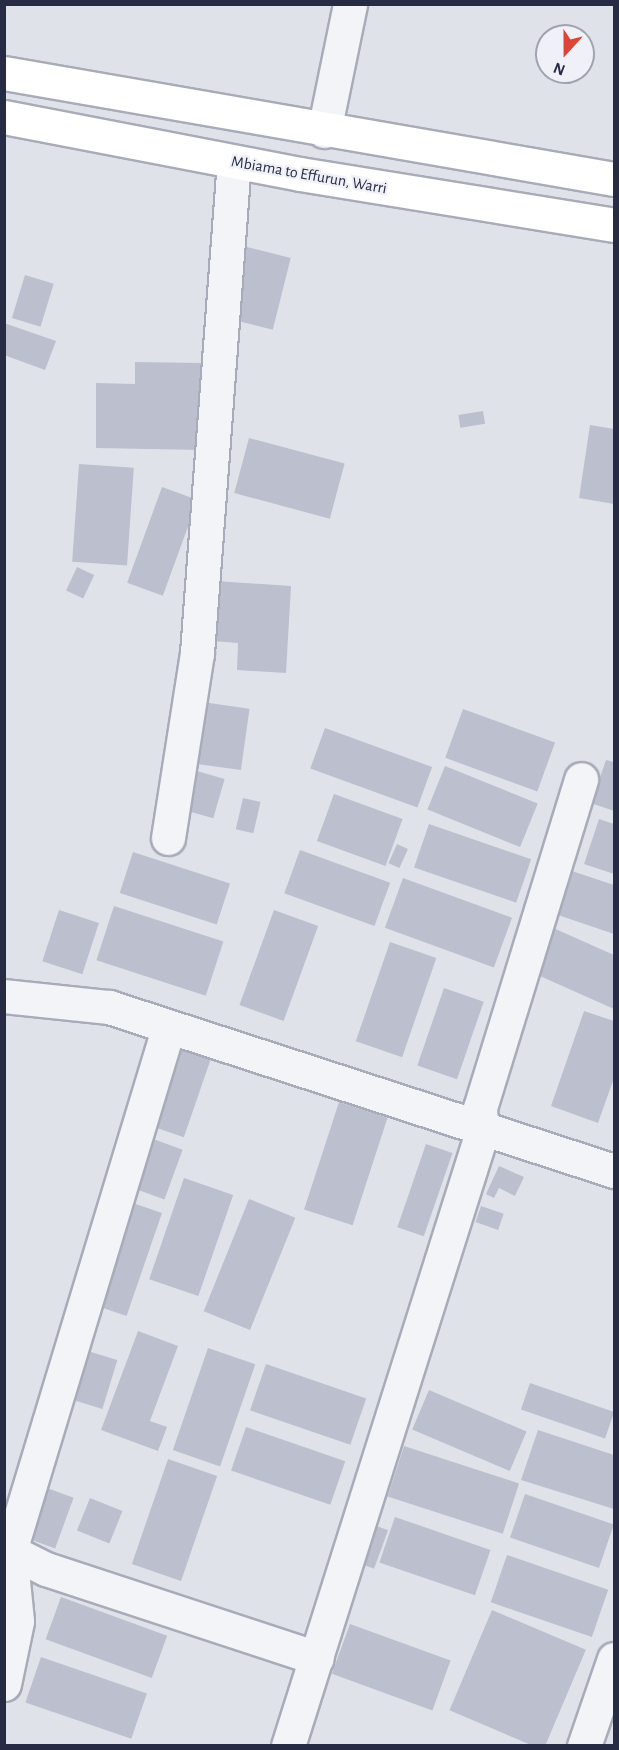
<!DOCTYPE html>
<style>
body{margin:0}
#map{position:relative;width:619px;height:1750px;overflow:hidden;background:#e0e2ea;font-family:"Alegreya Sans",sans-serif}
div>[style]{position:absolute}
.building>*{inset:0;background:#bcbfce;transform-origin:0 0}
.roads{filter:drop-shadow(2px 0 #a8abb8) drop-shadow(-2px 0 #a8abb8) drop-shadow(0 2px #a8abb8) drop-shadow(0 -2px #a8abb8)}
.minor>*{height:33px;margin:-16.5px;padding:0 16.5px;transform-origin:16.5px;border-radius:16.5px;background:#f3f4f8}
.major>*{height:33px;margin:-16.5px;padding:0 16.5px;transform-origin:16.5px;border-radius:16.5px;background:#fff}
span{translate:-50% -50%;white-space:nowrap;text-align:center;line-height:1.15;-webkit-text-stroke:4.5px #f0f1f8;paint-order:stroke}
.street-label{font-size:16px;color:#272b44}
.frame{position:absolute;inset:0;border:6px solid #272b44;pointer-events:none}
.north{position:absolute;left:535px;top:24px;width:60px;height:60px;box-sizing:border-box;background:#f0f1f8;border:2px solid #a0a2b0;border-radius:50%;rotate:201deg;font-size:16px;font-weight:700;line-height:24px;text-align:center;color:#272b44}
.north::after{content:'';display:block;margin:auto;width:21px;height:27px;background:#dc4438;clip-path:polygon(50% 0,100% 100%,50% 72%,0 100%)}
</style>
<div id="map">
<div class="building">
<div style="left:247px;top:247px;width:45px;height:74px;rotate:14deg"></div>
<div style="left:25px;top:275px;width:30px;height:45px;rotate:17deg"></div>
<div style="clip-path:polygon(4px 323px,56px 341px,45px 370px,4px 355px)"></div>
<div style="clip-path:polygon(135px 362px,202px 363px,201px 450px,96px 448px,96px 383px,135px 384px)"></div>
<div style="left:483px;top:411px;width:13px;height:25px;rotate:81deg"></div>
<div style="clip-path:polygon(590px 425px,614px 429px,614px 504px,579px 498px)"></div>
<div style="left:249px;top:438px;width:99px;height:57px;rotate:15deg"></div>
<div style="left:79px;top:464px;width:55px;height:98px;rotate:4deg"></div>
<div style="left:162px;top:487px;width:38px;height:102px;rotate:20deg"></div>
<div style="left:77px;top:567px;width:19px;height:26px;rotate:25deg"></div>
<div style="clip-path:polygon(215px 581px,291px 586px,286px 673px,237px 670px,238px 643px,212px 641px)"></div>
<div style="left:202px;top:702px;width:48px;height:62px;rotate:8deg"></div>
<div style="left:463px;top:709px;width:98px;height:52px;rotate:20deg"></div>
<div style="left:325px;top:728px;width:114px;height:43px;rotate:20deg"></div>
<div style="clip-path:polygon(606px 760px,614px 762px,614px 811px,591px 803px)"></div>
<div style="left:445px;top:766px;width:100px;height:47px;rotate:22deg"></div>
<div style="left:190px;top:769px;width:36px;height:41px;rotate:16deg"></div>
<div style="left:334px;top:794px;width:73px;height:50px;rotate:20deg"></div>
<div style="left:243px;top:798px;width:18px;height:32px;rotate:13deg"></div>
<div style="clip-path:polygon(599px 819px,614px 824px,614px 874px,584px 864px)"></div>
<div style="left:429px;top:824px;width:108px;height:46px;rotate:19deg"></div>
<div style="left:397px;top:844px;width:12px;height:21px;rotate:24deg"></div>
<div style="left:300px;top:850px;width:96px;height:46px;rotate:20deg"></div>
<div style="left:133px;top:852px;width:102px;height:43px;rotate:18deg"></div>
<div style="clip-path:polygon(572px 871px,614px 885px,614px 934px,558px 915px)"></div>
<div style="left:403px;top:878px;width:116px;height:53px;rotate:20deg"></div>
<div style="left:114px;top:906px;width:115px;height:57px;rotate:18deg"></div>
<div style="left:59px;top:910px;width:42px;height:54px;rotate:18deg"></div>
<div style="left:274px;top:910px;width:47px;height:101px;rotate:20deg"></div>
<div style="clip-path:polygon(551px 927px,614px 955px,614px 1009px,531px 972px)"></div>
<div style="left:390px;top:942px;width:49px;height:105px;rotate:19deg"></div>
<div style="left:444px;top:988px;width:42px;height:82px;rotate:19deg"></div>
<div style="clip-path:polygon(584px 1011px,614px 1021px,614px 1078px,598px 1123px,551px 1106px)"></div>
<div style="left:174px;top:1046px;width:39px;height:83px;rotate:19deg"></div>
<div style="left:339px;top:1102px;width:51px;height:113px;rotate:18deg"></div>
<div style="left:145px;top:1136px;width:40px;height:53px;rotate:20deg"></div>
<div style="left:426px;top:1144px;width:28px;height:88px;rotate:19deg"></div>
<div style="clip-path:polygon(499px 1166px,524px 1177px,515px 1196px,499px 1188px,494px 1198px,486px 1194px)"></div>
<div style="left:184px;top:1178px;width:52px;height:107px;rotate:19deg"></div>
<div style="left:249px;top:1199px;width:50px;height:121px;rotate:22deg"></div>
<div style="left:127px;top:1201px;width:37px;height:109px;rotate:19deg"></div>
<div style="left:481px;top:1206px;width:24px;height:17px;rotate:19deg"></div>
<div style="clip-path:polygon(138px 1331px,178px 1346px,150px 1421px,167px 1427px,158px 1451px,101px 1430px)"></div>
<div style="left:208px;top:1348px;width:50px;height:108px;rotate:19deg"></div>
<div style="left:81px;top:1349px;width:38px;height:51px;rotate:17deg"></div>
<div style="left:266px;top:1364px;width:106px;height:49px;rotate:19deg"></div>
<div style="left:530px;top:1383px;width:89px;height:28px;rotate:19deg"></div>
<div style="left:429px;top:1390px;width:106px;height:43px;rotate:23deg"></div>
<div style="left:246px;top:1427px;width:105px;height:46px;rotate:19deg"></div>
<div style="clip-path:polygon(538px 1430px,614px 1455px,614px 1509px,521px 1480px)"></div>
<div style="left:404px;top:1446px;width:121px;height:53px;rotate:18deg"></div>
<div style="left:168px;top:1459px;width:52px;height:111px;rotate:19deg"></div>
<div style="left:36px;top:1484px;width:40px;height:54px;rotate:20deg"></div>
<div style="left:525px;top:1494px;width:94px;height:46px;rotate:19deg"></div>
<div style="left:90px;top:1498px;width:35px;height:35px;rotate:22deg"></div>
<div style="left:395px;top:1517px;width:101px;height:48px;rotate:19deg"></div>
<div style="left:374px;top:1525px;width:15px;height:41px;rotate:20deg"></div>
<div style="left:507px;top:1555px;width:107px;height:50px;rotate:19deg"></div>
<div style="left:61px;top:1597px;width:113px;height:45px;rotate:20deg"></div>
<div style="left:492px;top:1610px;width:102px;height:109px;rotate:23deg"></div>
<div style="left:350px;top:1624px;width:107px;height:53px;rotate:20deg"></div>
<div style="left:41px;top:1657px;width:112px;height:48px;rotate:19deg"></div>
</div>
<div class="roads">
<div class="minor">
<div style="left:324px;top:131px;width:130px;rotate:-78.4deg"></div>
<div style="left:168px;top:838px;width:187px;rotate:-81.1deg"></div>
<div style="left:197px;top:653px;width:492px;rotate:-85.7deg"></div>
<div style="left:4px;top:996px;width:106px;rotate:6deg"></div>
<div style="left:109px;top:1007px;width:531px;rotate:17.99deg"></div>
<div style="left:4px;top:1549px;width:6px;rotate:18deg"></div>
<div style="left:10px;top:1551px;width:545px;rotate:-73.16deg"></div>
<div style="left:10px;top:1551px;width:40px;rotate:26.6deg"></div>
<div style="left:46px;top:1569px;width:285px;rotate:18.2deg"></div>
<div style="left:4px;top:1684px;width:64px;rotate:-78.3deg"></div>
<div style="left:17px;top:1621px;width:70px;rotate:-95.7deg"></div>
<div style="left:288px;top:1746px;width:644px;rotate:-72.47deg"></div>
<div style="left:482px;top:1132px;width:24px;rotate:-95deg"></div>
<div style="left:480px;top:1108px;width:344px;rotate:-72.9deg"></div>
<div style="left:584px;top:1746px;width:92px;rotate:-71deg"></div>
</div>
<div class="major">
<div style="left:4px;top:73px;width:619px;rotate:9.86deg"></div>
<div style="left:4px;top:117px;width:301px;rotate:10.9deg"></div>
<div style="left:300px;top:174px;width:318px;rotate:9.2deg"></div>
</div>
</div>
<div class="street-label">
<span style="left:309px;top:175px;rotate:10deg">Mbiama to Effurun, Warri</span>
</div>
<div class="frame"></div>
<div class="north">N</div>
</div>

What to work on — Looking at the data above, report how many of its lines include the word "transform". The number alone is the answer.

Worked solution — 3